■ Material supplied:
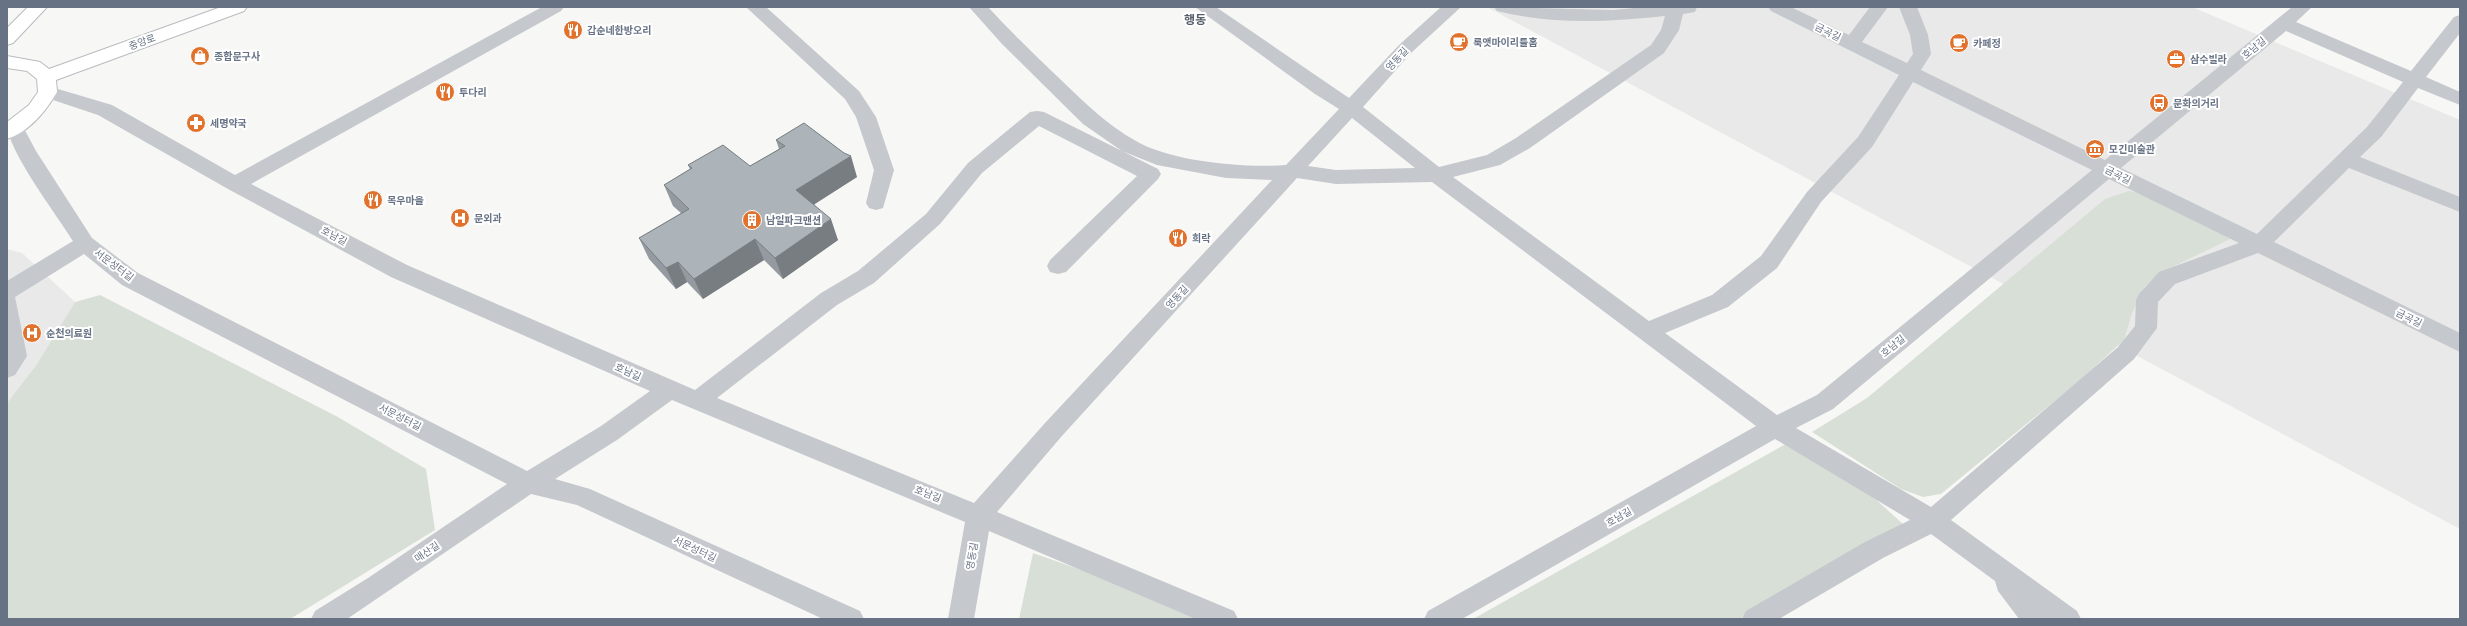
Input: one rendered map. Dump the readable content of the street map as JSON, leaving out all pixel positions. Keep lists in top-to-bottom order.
{
  "streets": {
    "main road": ["중앙로"],
    "street": [
      "금곡길",
      "호남길",
      "영동길",
      "서문성터길",
      "매산길"
    ]
  },
  "crossings": [
    ["금곡길", "호남길"],
    ["중앙로", "호남길"],
    ["호남길", "영동길"],
    ["호남길", "매산길"],
    ["서문성터길", "매산길"]
  ],
  "districts": ["행동"],
  "places": {
    "restaurant": [
      "갑순네한방오리",
      "투다리",
      "목우마을",
      "희락"
    ],
    "cafe": ["룩앳마이리틀홈", "카페정"],
    "shop": ["종합문구사"],
    "office": ["삼수빌라"],
    "bus stop": ["문화의거리"],
    "pharmacy": ["세명약국"],
    "museum": ["모긴미술관"],
    "hospital": ["문외과", "순천의료원"],
    "building": ["남일파크맨션"]
  }
}
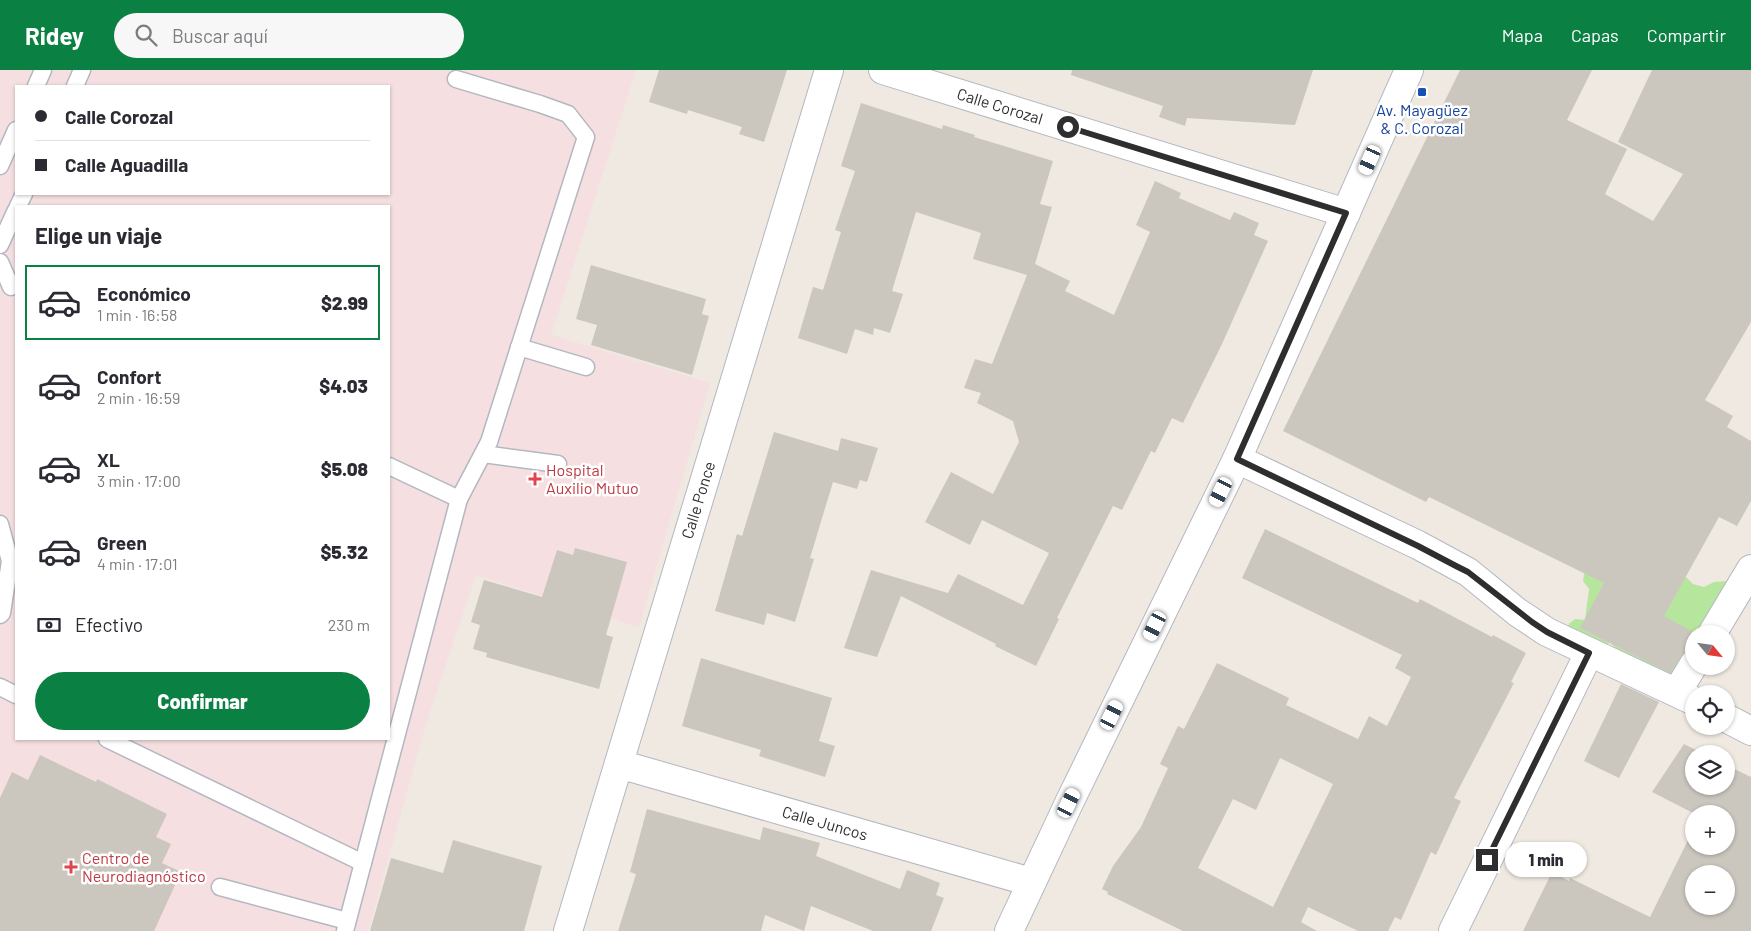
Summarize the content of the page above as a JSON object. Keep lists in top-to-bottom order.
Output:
{
  "streets": {
    "street": ["Calle Corozal", "Calle Ponce", "Calle Juncos"]
  },
  "crossings": [
    ["Calle Ponce", "Calle Juncos"]
  ],
  "places": {
    "transit": ["Av. Mayagüez & C. Corozal"],
    "health": ["Hospital Auxilio Mutuo", "Centro de Neurodiagnóstico"]
  },
  "north": "bottom right",
  "page": {
    "header": "Ridey",
    "search": "Buscar aquí",
    "nav": ["Mapa", "Capas", "Compartir"],
    "banner": ["Calle Corozal", "Calle Aguadilla"],
    "heading": "Elige un viaje",
    "list": [
      {
        "name": "Económico",
        "note": "1 min · 16:58",
        "value": "$2.99"
      },
      {
        "name": "Confort",
        "note": "2 min · 16:59",
        "value": "$4.03"
      },
      {
        "name": "XL",
        "note": "3 min · 17:00",
        "value": "$5.08"
      },
      {
        "name": "Green",
        "note": "4 min · 17:01",
        "value": "$5.32"
      }
    ],
    "pay": ["Efectivo", "230 m"],
    "map_buttons": ["+", "−"],
    "buttons": "Confirmar",
    "bubble": "1 min"
  }
}
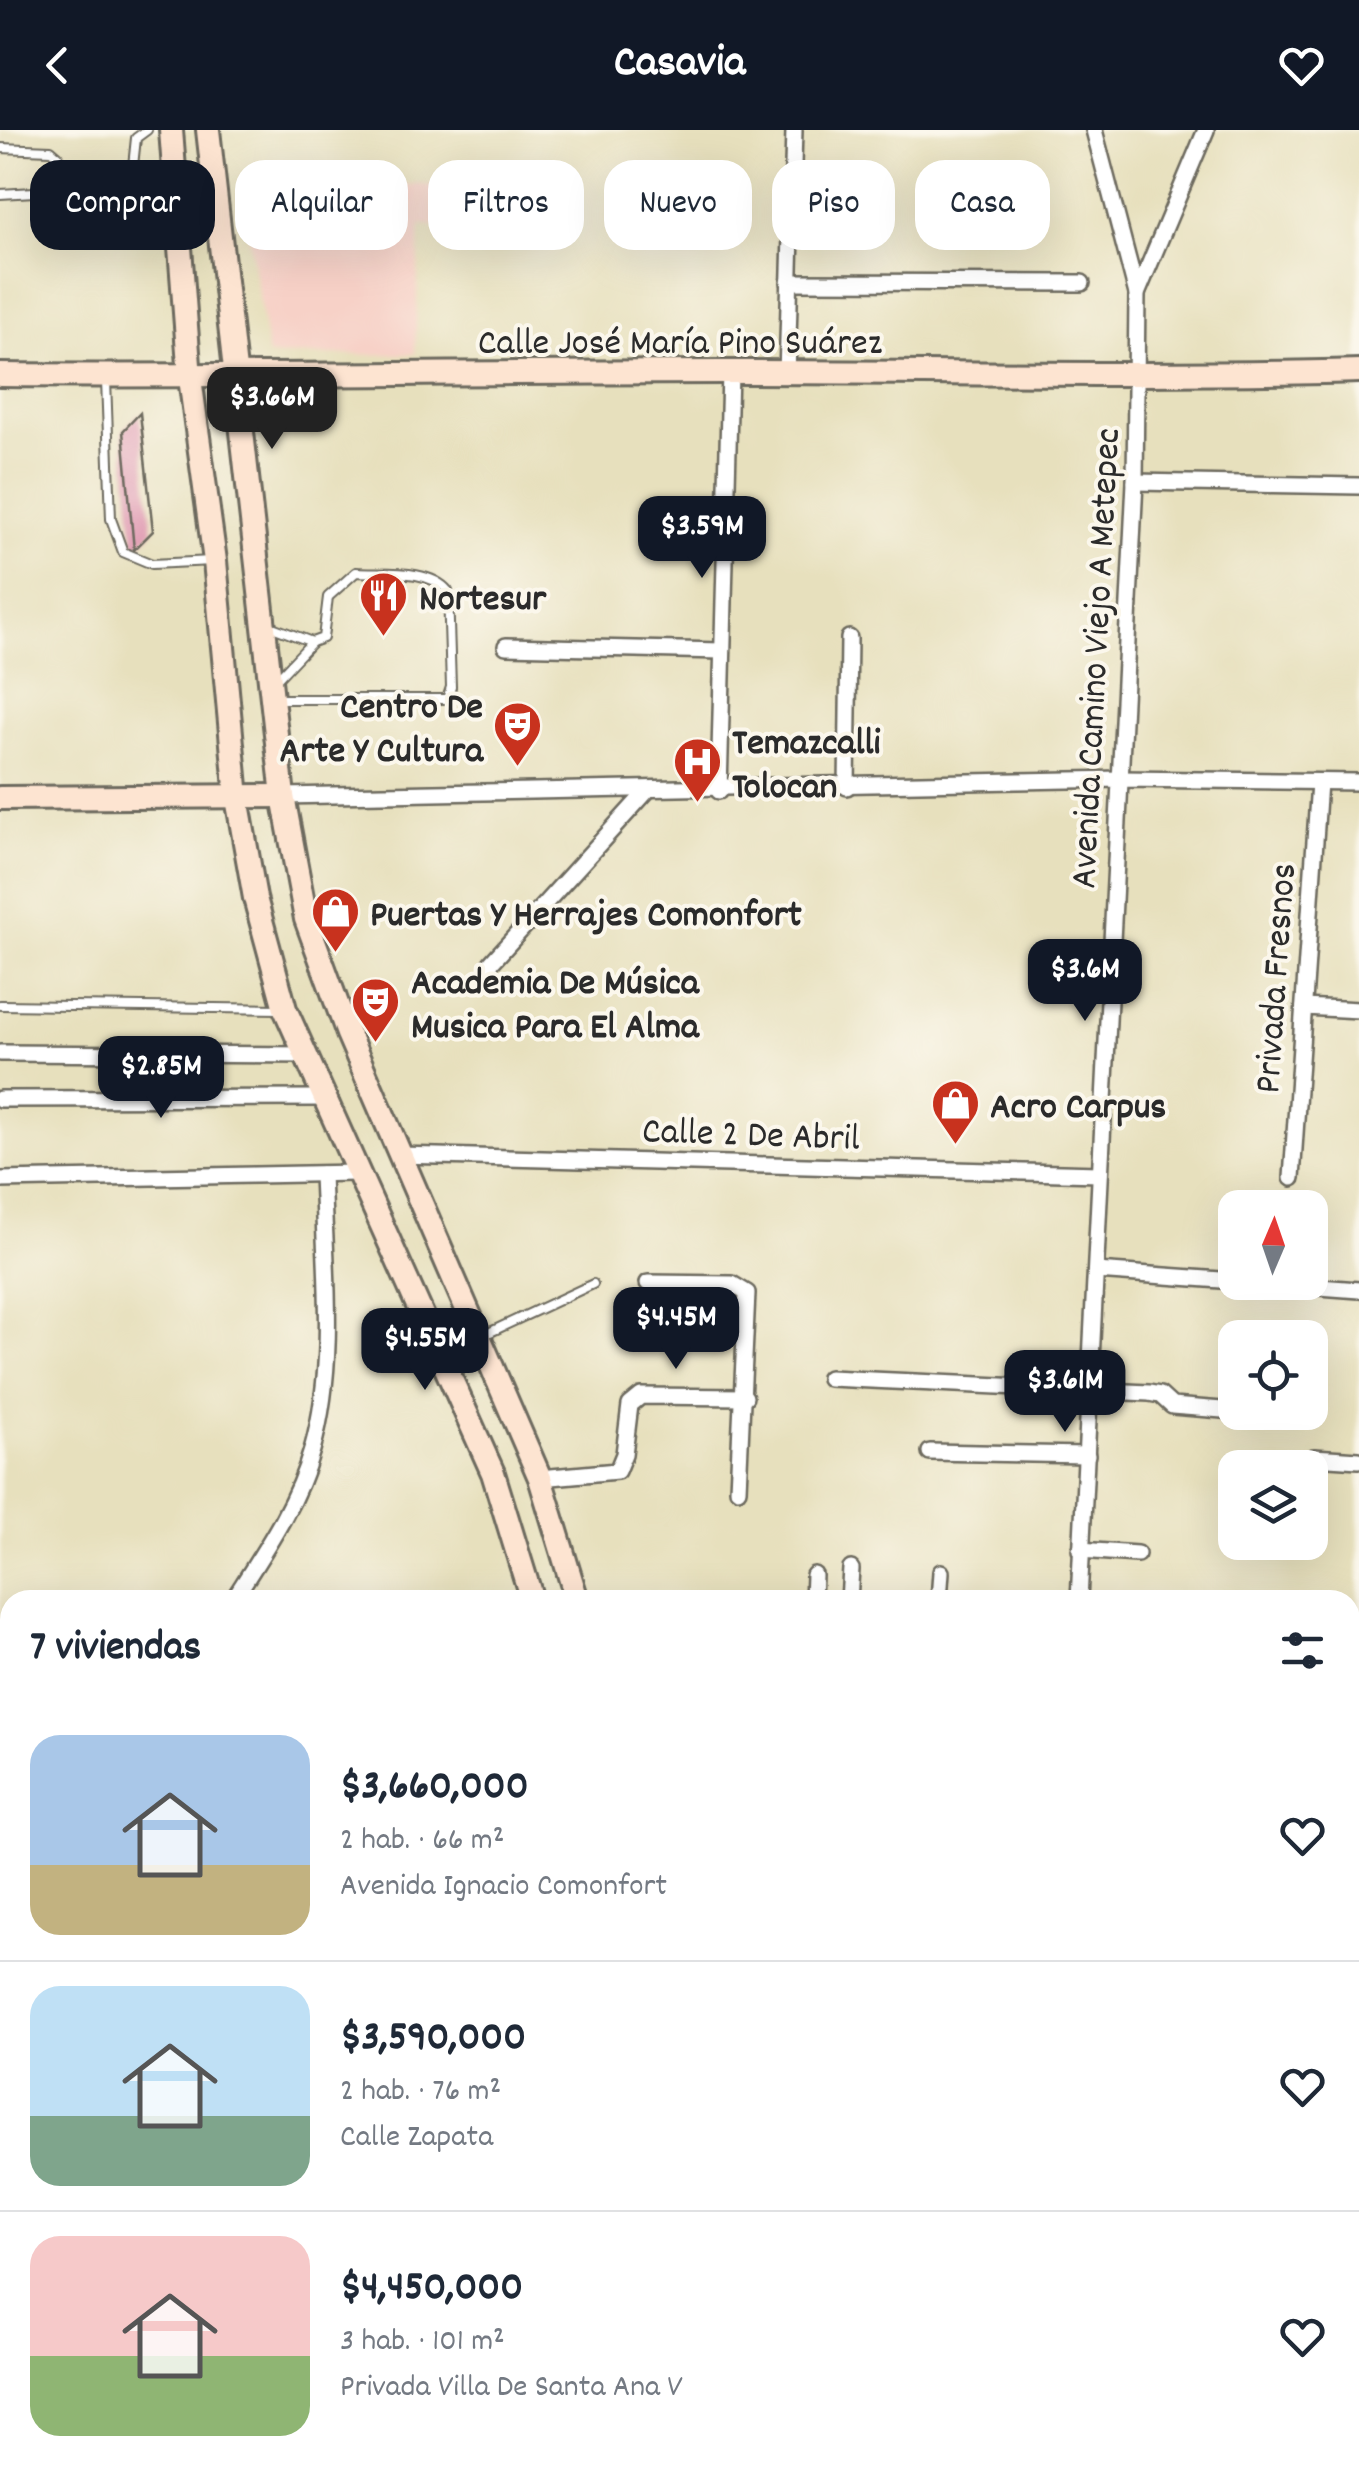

■ Try it: From the first line above through the line containing "Summarize the content", copy everything exactly, without the pictures.

■ Exercise result:
Input: one rendered map. Dump the readable content of the street map as JSON, leaving out all pixel positions. Keep lists in top-to-bottom order.
{
  "streets": {
    "main road": ["중앙로"],
    "street": [
      "금곡길",
      "호남길",
      "영동길",
      "서문성터길",
      "매산길"
    ]
  },
  "crossings": [
    ["금곡길", "호남길"],
    ["중앙로", "호남길"],
    ["호남길", "영동길"],
    ["호남길", "매산길"],
    ["서문성터길", "매산길"]
  ],
  "districts": ["행동"],
  "places": {
    "restaurant": [
      "갑순네한방오리",
      "투다리",
      "목우마을",
      "희락"
    ],
    "cafe": ["룩앳마이리틀홈", "카페정"],
    "shop": ["종합문구사"],
    "office": ["삼수빌라"],
    "bus stop": ["문화의거리"],
    "pharmacy": ["세명약국"],
    "museum": ["모긴미술관"],
    "hospital": ["문외과", "순천의료원"],
    "building": ["남일파크맨션"]
  }
}
Summarize the content of the page above as a JSON object. Keep lists in top-to-bottom order.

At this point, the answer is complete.